[Given information Boundary: Start]
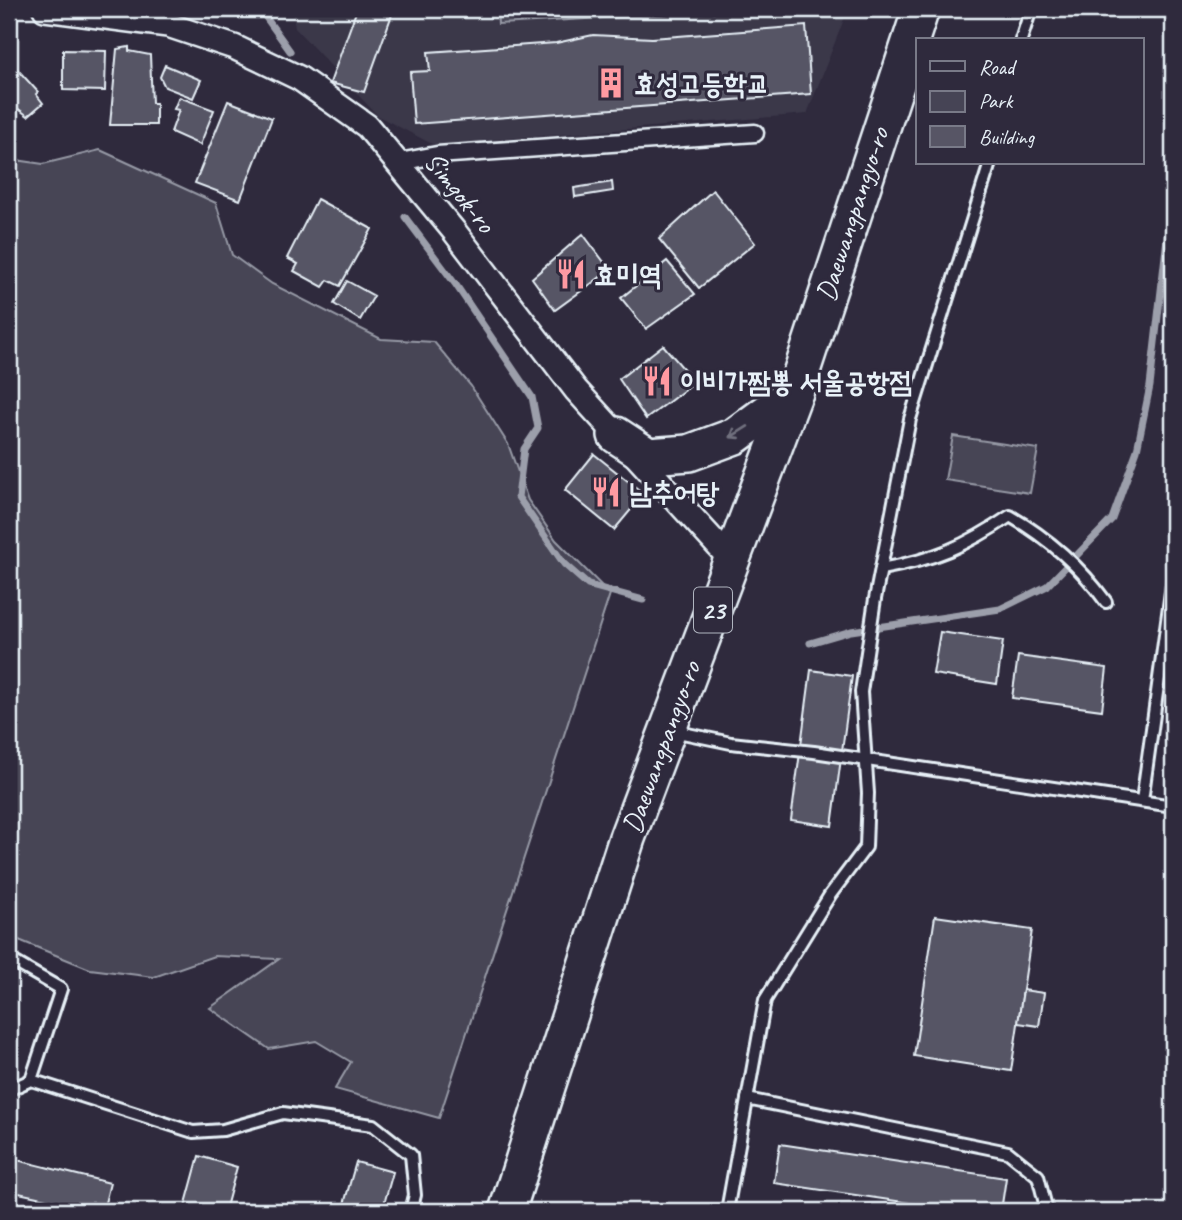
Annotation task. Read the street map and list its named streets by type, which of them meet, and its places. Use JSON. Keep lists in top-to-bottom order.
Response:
{
  "streets": {
    "main road": ["Daewangpangyo-ro", "23"],
    "street": ["Simgok-ro"]
  },
  "crossings": [
    ["Simgok-ro", "Daewangpangyo-ro"]
  ],
  "places": {
    "building": ["효성고등학교"],
    "restaurant": ["효미역", "이비가짬뽕 서울공항점", "남추어탕"]
  },
  "legend": ["Road", "Park", "Building"]
}
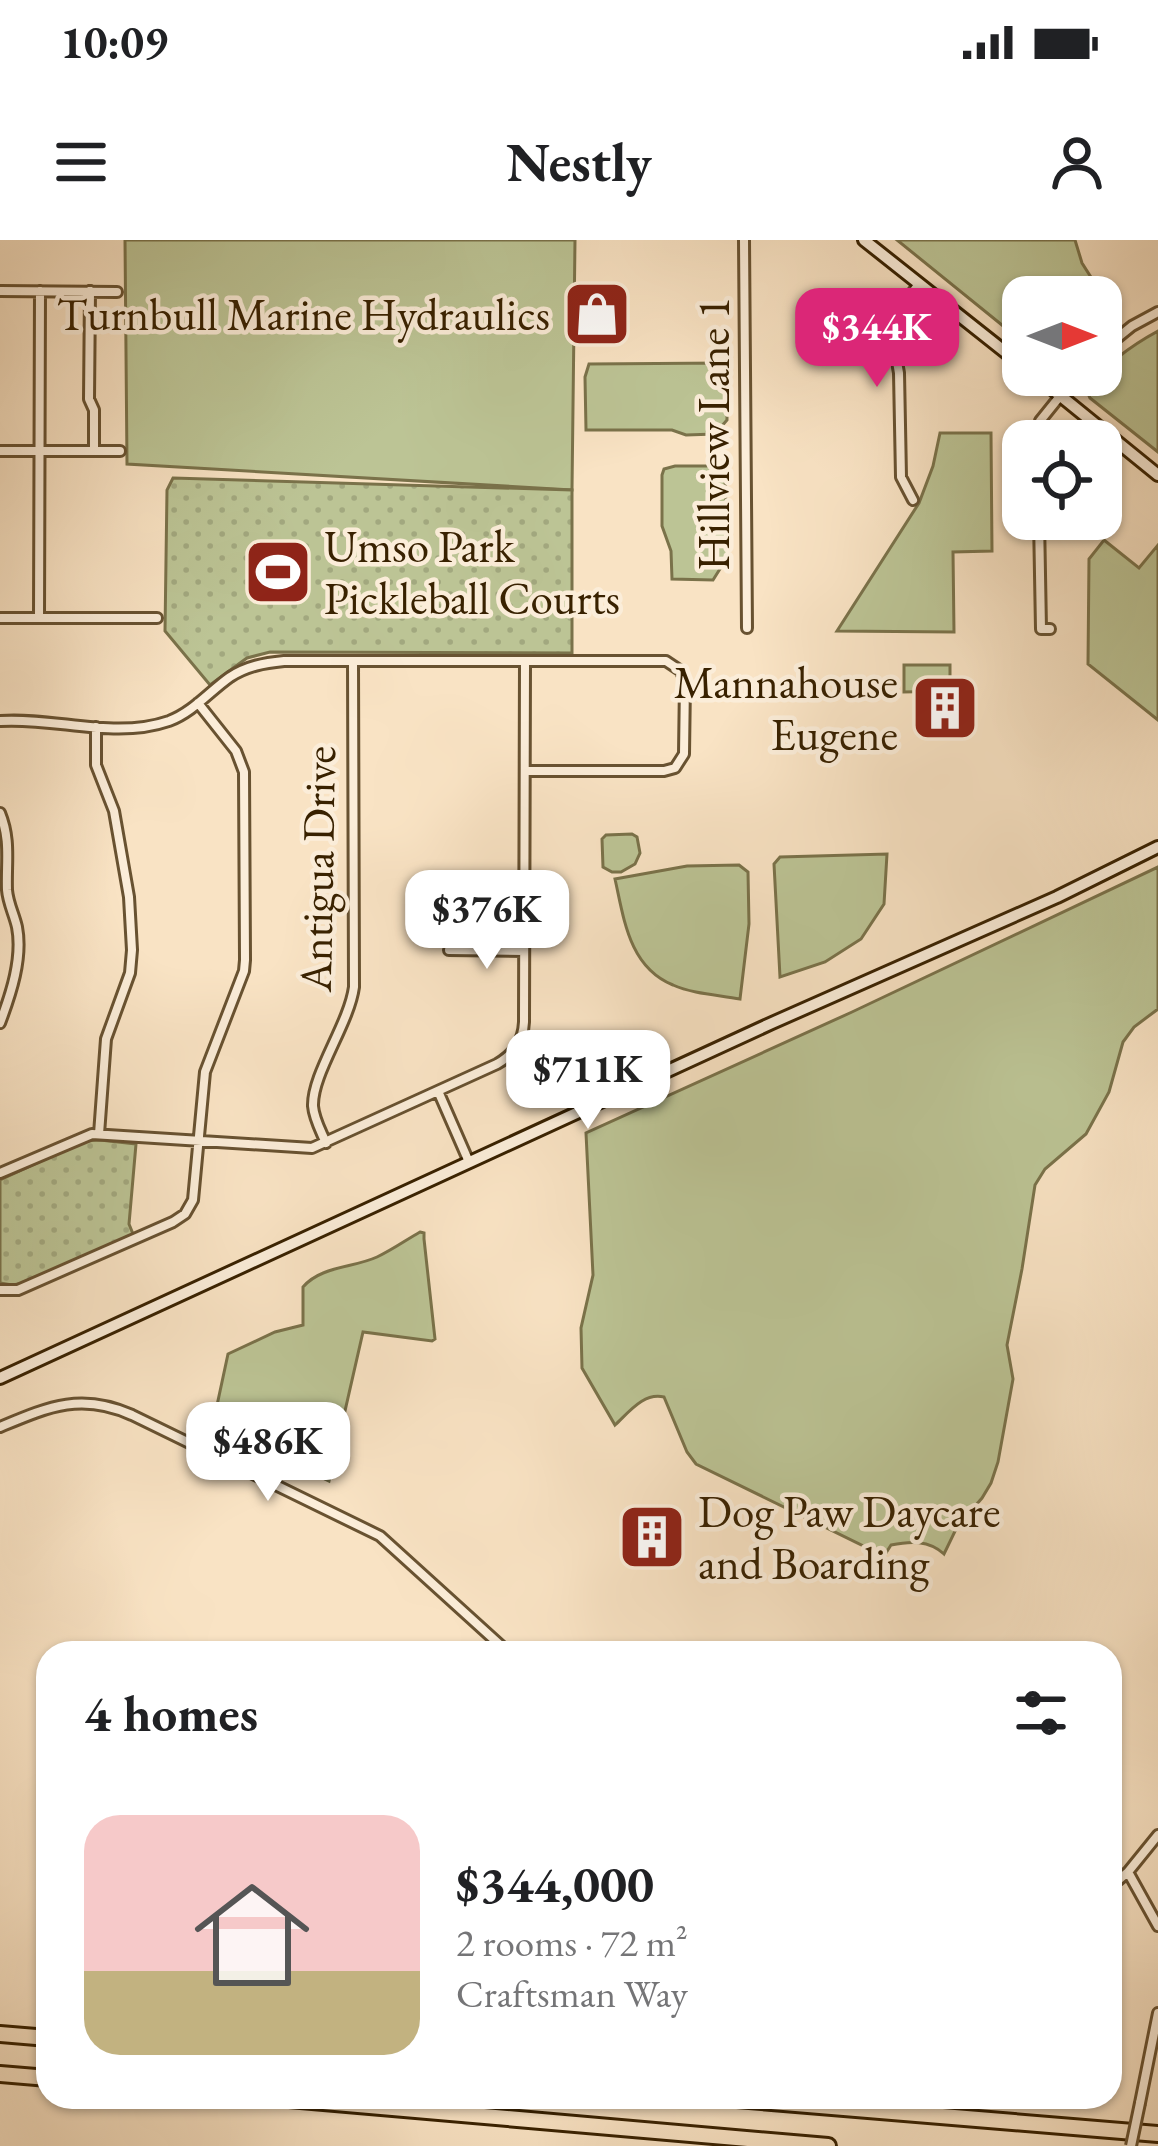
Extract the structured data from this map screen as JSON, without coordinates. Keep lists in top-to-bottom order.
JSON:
{
  "streets": {
    "street": ["Hillview Lane 1", "Antigua Drive"]
  },
  "places": {
    "shop": ["Turnbull Marine Hydraulics"],
    "sports": ["Umso Park Pickleball Courts"],
    "building": ["Mannahouse Eugene", "Dog Paw Daycare and Boarding"]
  },
  "north": "right",
  "page": {
    "status": "10:09",
    "header": "Nestly",
    "price": [
      "$344K",
      "$376K",
      "$711K",
      "$486K"
    ],
    "heading": "4 homes",
    "list": [
      {
        "name": "$344,000",
        "note": "2 rooms · 72 m² · Craftsman Way"
      }
    ]
  }
}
[Given information Boundary: End]
■ **What the task asks**
The listing is to be repeated exactly, with its pictures removed.

■ **Exercise result**
Annotation task. Read the street map and list its named streets by type, which of them meet, and its places. Use JSON. Keep lists in top-to-bottom order.
Response:
{
  "streets": {
    "main road": ["Daewangpangyo-ro", "23"],
    "street": ["Simgok-ro"]
  },
  "crossings": [
    ["Simgok-ro", "Daewangpangyo-ro"]
  ],
  "places": {
    "building": ["효성고등학교"],
    "restaurant": ["효미역", "이비가짬뽕 서울공항점", "남추어탕"]
  },
  "legend": ["Road", "Park", "Building"]
}
Extract the structured data from this map screen as JSON, without coordinates. Keep lists in top-to-bottom order.
JSON:
{
  "streets": {
    "street": ["Hillview Lane 1", "Antigua Drive"]
  },
  "places": {
    "shop": ["Turnbull Marine Hydraulics"],
    "sports": ["Umso Park Pickleball Courts"],
    "building": ["Mannahouse Eugene", "Dog Paw Daycare and Boarding"]
  },
  "north": "right",
  "page": {
    "status": "10:09",
    "header": "Nestly",
    "price": [
      "$344K",
      "$376K",
      "$711K",
      "$486K"
    ],
    "heading": "4 homes",
    "list": [
      {
        "name": "$344,000",
        "note": "2 rooms · 72 m² · Craftsman Way"
      }
    ]
  }
}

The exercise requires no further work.